TASK STATEMENT ->
Could you print the listing again exactly, omitting the pictures?

DATA EXTRACTS ->
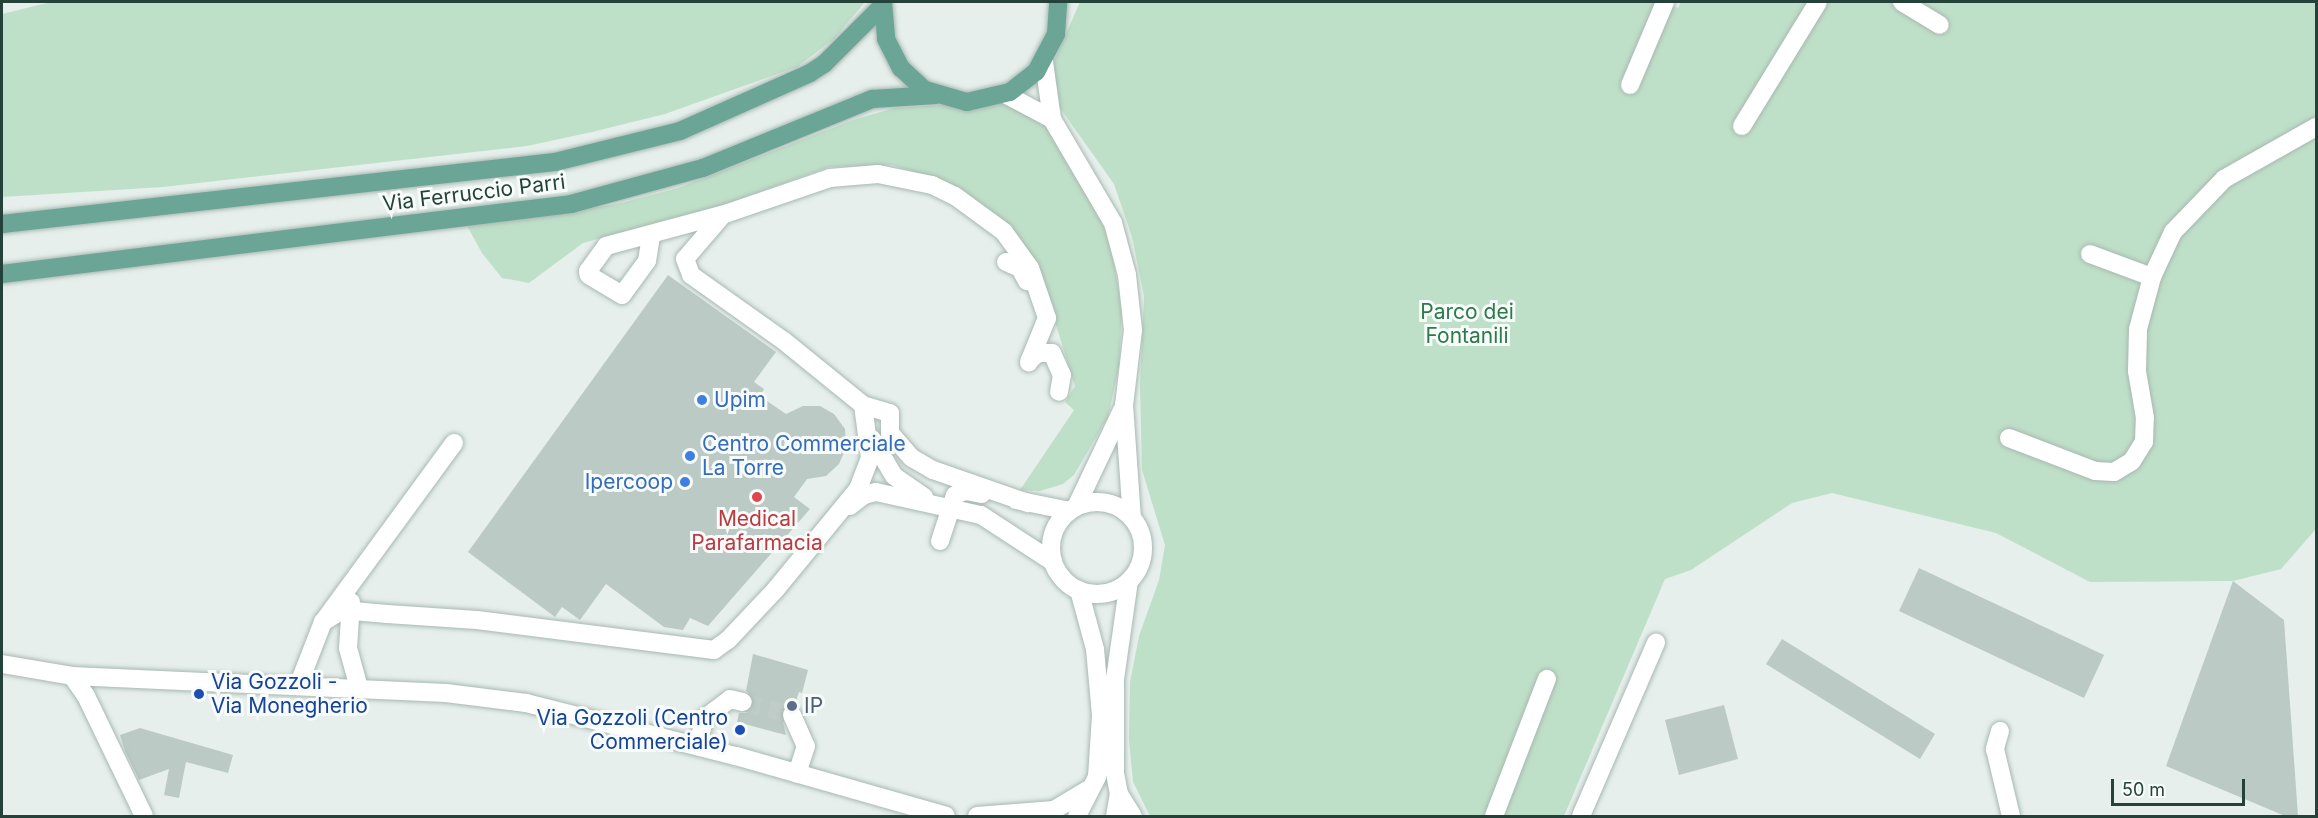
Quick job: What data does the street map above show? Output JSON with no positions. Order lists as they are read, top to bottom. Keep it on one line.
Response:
{"streets":{"main road":["Via Ferruccio Parri"]},"parks":["Parco dei Fontanili"],"places":["Upim","Centro Commerciale La Torre","Ipercoop","Medical Parafarmacia","Via Gozzoli - Via Monegherio","IP","Via Gozzoli (Centro Commerciale)"],"scale_bar":"50 m"}
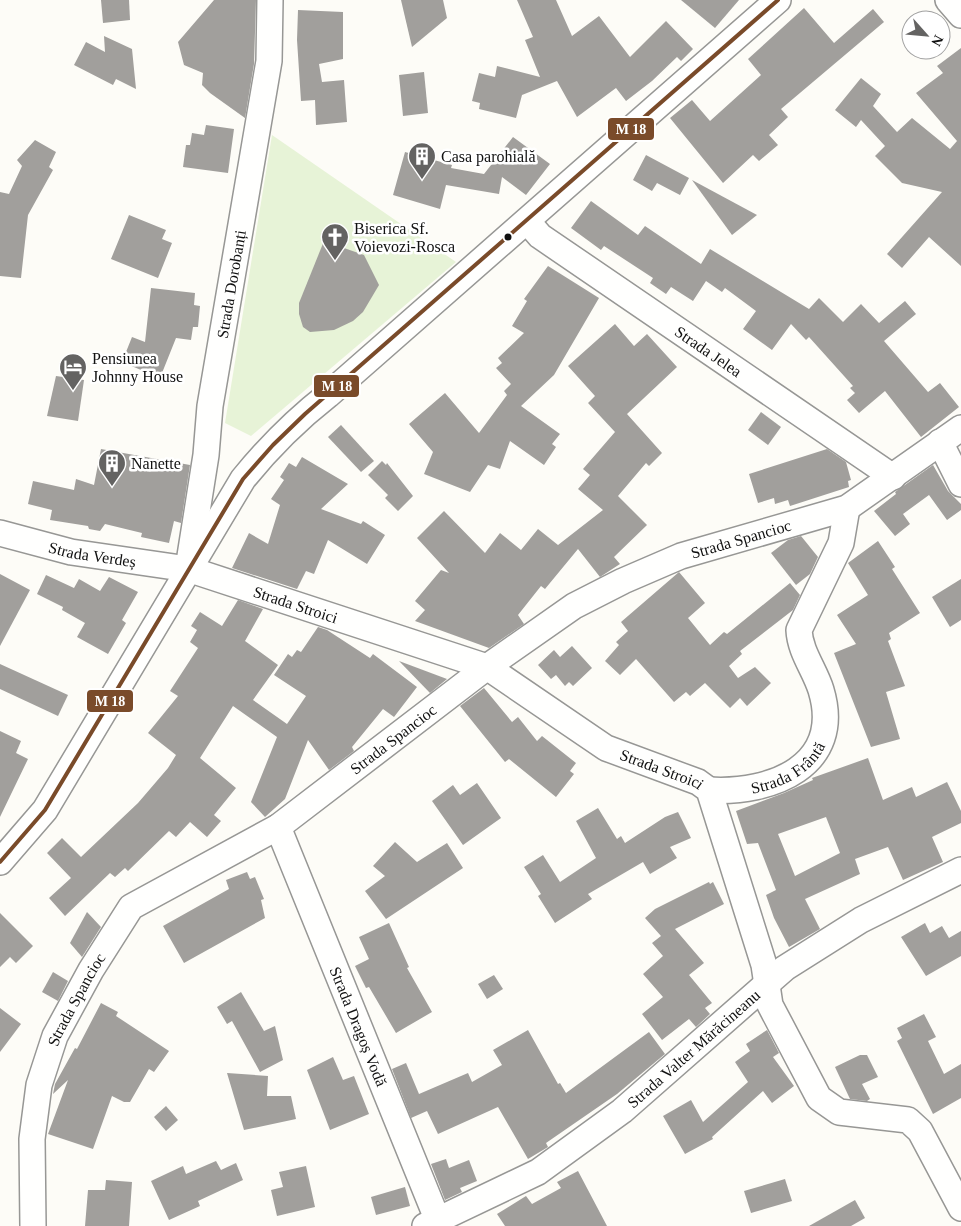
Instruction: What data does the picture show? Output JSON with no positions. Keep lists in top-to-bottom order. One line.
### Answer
{"streets":{"street":["Strada Dorobanți","Strada Jelea","Strada Spancioc","Strada Verdeș","Strada Stroici","Strada Frântă","Strada Dragoș Vodă","Strada Valter Mărăcineanu"]},"crossings":[["Strada Dorobanți","Strada Verdeș"],["Strada Dorobanți","Strada Stroici"],["Strada Jelea","Strada Spancioc"],["Strada Spancioc","Strada Stroici"],["Strada Spancioc","Strada Frântă"],["Strada Spancioc","Strada Dragoș Vodă"],["Strada Verdeș","Strada Stroici"],["Strada Stroici","Strada Frântă"],["Strada Stroici","Strada Valter Mărăcineanu"],["Strada Dragoș Vodă","Strada Valter Mărăcineanu"]],"places":{"building":["Casa parohială","Nanette"],"church":["Biserica Sf. Voievozi-Rosca"],"hotel":["Pensiunea Johnny House"]},"north":"bottom right"}
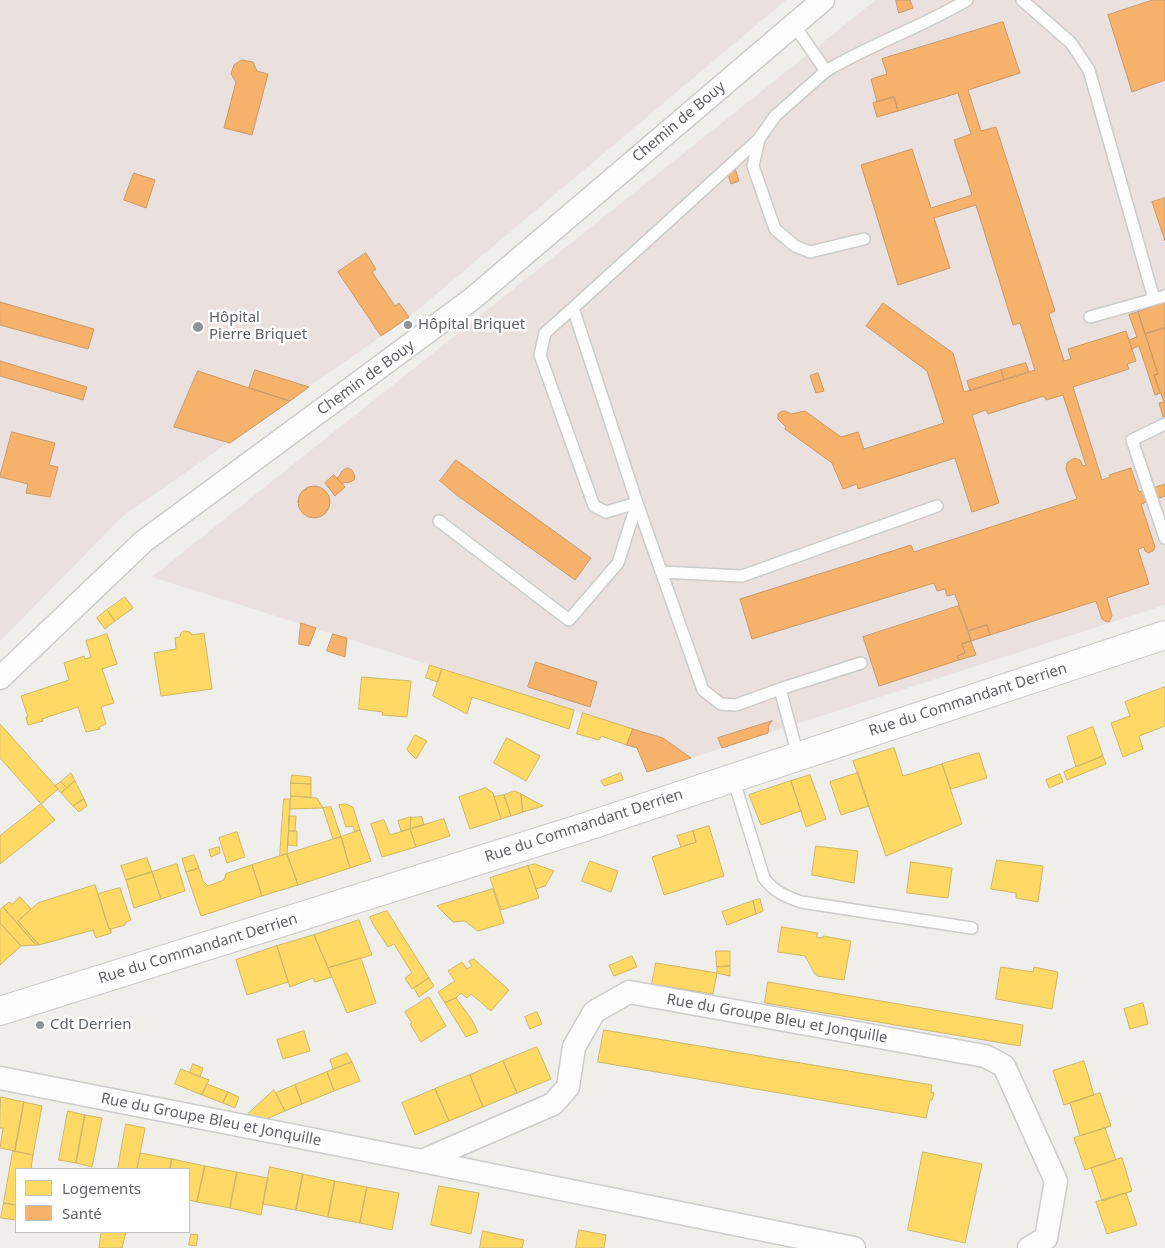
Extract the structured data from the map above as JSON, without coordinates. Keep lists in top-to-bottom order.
{
  "streets": {
    "main road": ["Rue du Commandant Derrien"],
    "street": ["Chemin de Bouy", "Rue du Groupe Bleu et Jonquille"]
  },
  "places": ["Hôpital Briquet", "Hôpital Pierre Briquet", "Cdt Derrien"],
  "legend": ["Logements", "Santé"]
}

TASK SOLUTION ->
Quick job: What data does the street map above show? Output JSON with no positions. Order lists as they are read, top to bottom. Keep it on one line.
Response:
{"streets":{"main road":["Via Ferruccio Parri"]},"parks":["Parco dei Fontanili"],"places":["Upim","Centro Commerciale La Torre","Ipercoop","Medical Parafarmacia","Via Gozzoli - Via Monegherio","IP","Via Gozzoli (Centro Commerciale)"],"scale_bar":"50 m"}
Instruction: What data does the picture show? Output JSON with no positions. Keep lists in top-to-bottom order. One line.
### Answer
{"streets":{"street":["Strada Dorobanți","Strada Jelea","Strada Spancioc","Strada Verdeș","Strada Stroici","Strada Frântă","Strada Dragoș Vodă","Strada Valter Mărăcineanu"]},"crossings":[["Strada Dorobanți","Strada Verdeș"],["Strada Dorobanți","Strada Stroici"],["Strada Jelea","Strada Spancioc"],["Strada Spancioc","Strada Stroici"],["Strada Spancioc","Strada Frântă"],["Strada Spancioc","Strada Dragoș Vodă"],["Strada Verdeș","Strada Stroici"],["Strada Stroici","Strada Frântă"],["Strada Stroici","Strada Valter Mărăcineanu"],["Strada Dragoș Vodă","Strada Valter Mărăcineanu"]],"places":{"building":["Casa parohială","Nanette"],"church":["Biserica Sf. Voievozi-Rosca"],"hotel":["Pensiunea Johnny House"]},"north":"bottom right"}
Extract the structured data from the map above as JSON, without coordinates. Keep lists in top-to-bottom order.
{
  "streets": {
    "main road": ["Rue du Commandant Derrien"],
    "street": ["Chemin de Bouy", "Rue du Groupe Bleu et Jonquille"]
  },
  "places": ["Hôpital Briquet", "Hôpital Pierre Briquet", "Cdt Derrien"],
  "legend": ["Logements", "Santé"]
}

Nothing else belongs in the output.